Our plan is to use an approach similar to what we used in Mencius [13], which is a wide-area state machine replication protocol for crash failures. Like Mencius, we preassign leaders for each client request fairly across the sites. Doing so reduces latency.

The result of our investigation is the initial design of a protocol that we call RAM. RAM leverages our MSD model, a rotating leader scheme, and attested append-only memory (A2M) to reduce latency in multi-site environments. Throughout this paper, we argue that the properties of RAM lead to a low-latency protocol in multi-site environments and that it is a practical protocol.

2. PBFT revisited

To implement a replicated state machine, a group of servers run an unbounded number of instances of consensus to agree on a sequence of client requests to execute. Masking Byzantine failure is inherently harder than masking crash failures. The result is that BFT protocols typically have higher latency than their crash-failure counterparts. In this section, we identify the underling cause of the higher latency by comparing two protocols: Paxos [12] and PBFT [5]. Paxos is a crash failure consensus protocol that tolerates f failures with 2f +1 replicas. PBFT implements consensus that tolerates f Byzantine failures with 3f +1 replicas. For simplicity, we assume n =2f +1 for Paxos and n =3f +1 for PBFT in the following sections.

Figure 1: The message flow of Paxos in failure free runs.

Figure 2: The message flow of PBFT in failure free runs.

Paxos is a leader based protocol. Figure 1 shows the message flow of Paxos in failure-free executions. At a high level, (a) it starts when the client sends its request to the leader using REQUEST message. (b) The leader then assigns the request with a consensus sequence number and proposes it by broadcasting PROPOSE messages. (c) If there is no failure or concurrent leader, the server will accept the proposal by exchanging ACCEPT messages. (d) A server knows that consensus has been reached if a majority of the servers have accepted it. It then executes the request and sends a REPLY back to the client. (e) The client learns the outcome of the request as soon as it receives the first reply.

PBFT is also a leader (primary) based protocol. Figure 2 shows the message flow of PBFT in failure-free executions.

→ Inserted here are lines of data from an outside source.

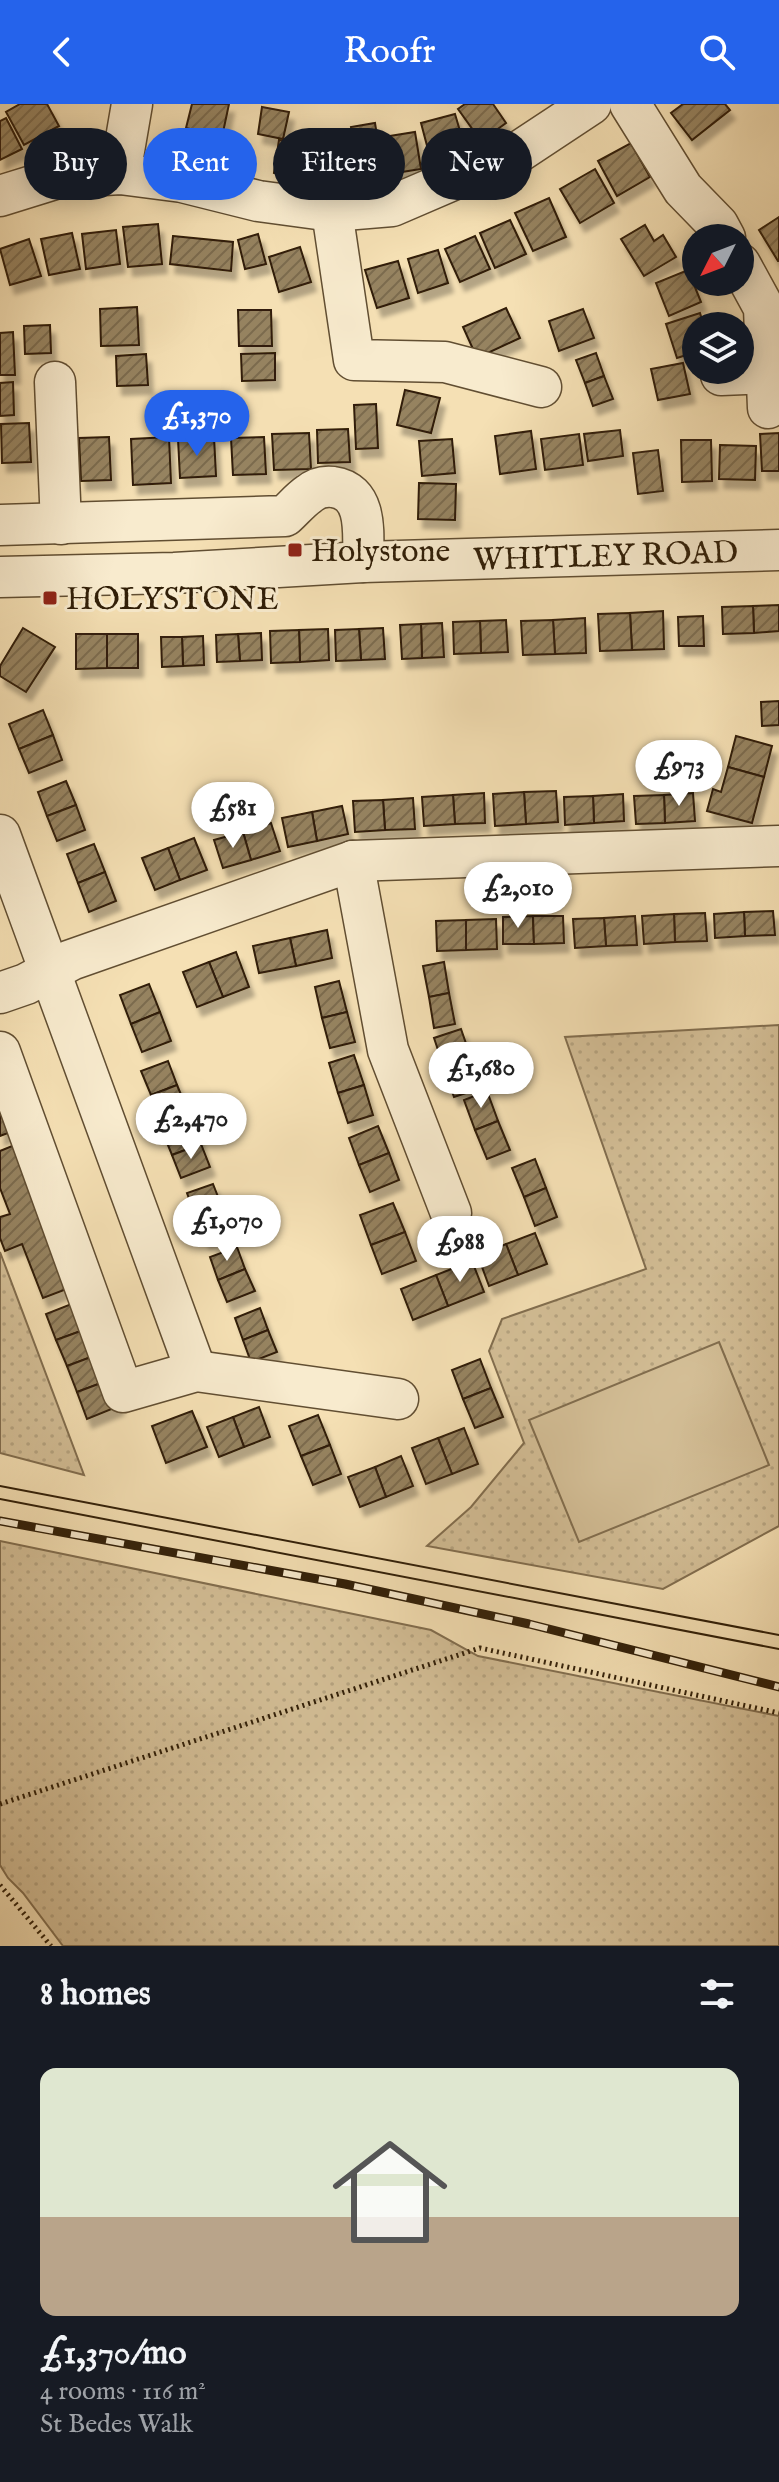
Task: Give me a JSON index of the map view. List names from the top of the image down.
{
  "streets": {
    "street": ["WHITLEY ROAD"]
  },
  "places": {
    "transit": ["Holystone", "HOLYSTONE"]
  },
  "north": "bottom left",
  "page": {
    "header": "Roofr",
    "chip": [
      "Buy",
      "Rent",
      "Filters",
      "New"
    ],
    "price": [
      "£1,370",
      "£973",
      "£581",
      "£2,010",
      "£1,680",
      "£2,470",
      "£1,070",
      "£988"
    ],
    "heading": "8 homes",
    "list": [
      {
        "name": "£1,370/mo",
        "note": "4 rooms · 116 m² · St Bedes Walk"
      }
    ]
  }
}
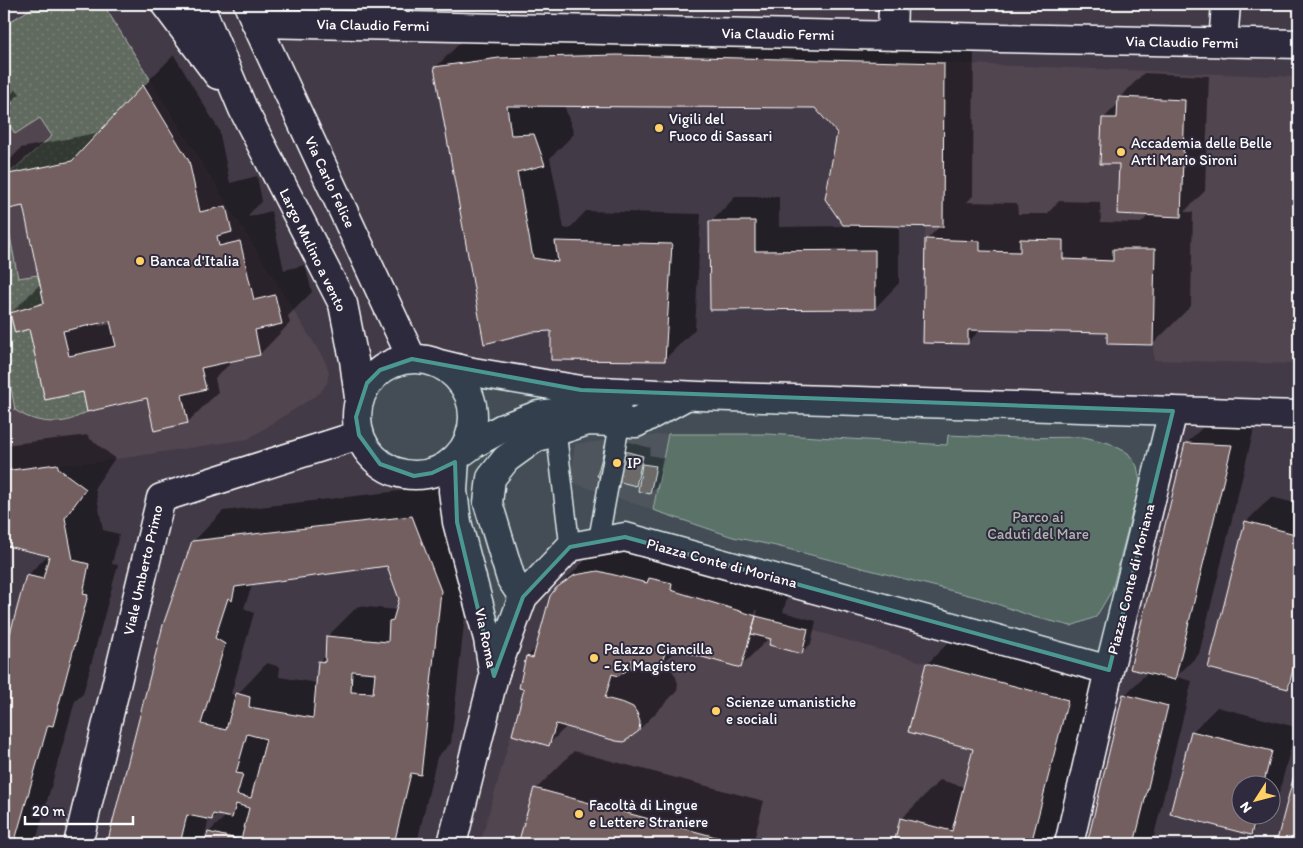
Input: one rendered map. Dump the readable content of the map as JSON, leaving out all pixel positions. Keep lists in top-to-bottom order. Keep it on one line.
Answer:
{"streets":{"street":["Via Claudio Fermi","Via Carlo Felice","Largo Mulino a vento","Piazza Conte di Moriana","Viale Umberto Primo","Via Roma"]},"crossings":[["Via Claudio Fermi","Via Carlo Felice"],["Via Carlo Felice","Largo Mulino a vento"],["Via Carlo Felice","Viale Umberto Primo"],["Via Carlo Felice","Via Roma"],["Largo Mulino a vento","Viale Umberto Primo"],["Largo Mulino a vento","Via Roma"],["Viale Umberto Primo","Via Roma"]],"parks":["Parco ai Caduti del Mare"],"places":["Vigili del Fuoco di Sassari","Accademia delle Belle Arti Mario Sironi","Banca d'Italia","IP","Palazzo Ciancilla - Ex Magistero","Scienze umanistiche e sociali","Facoltà di Lingue e Lettere Straniere"],"scale_bar":"20 m","north":"bottom left"}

At a high level, (a) it starts when the client sends its request to the leader using REQUEST message. (b) The leader then assigns the request with a consensus sequence number and disseminates this assignment by broadcasting PREPREPARE messages. (c) After that, the servers exchange PREPARE messages to agree on the assignment the leader has proposed. (d) If 2f +1 matching PREPARE messages are obtained, the servers then exchange COMMIT messages to reach consensus, i.e., to guarantee that even if a leader (view) change occurs the new leader must propose the same value for this sequence number. (e) This is established when a server gathers 2f +1 matching COMMIT messages. Then it can execute the request and send a REPLY back to the client. (f) The client learns the outcome of the request once it receives f +1 matching REPLIES.

When running Paxos in multi-site systems, the latency for a client request is two wide-area communication steps when the client is co-located with the leader and three steps otherwise. PBFT requires two more steps than Paxos in both cases. This is a result of (1) With PBFT, to prevent a faulty leader from proposing inconsistent values to different servers, two steps (PRE-PREPAREand PREPARE) are required to propose a request. However, only one step (PROPOSE) is required with Paxos since it assumes crash failures. (2) A Paxos client learns the outcome of the request as soon as it hears it from its local server, while a PBFT client must wait for f +1 matching REPLIES at least f of which must cross the wide-area network. In the next section, we explore techniques that can be used to reduce latency for PBFT in multi-site systems.

3. Reducing Latency for PBFT

3.1. Mutually Suspicious Domains

In the Byzantine model, there is no trust between pairs of processes, and both clients and correct servers have to be aware of Byzantine servers. Applying the Byzantine model to a multi-site system means that the clients do not even trust their local servers. However, in many practical systems, the clients and their local servers share fate:

(1) Clients may rely solely on their local servers to make progress. (2) Client and server machines in the same site are more likely to share vulnerabilities as they are in the same administrative domain. (3) When a local server is compromised, instead of simply masking the failure, it is often the case that administrative actions are required to recover the server and the clients rely on it. We therefore propose the following practical failure model.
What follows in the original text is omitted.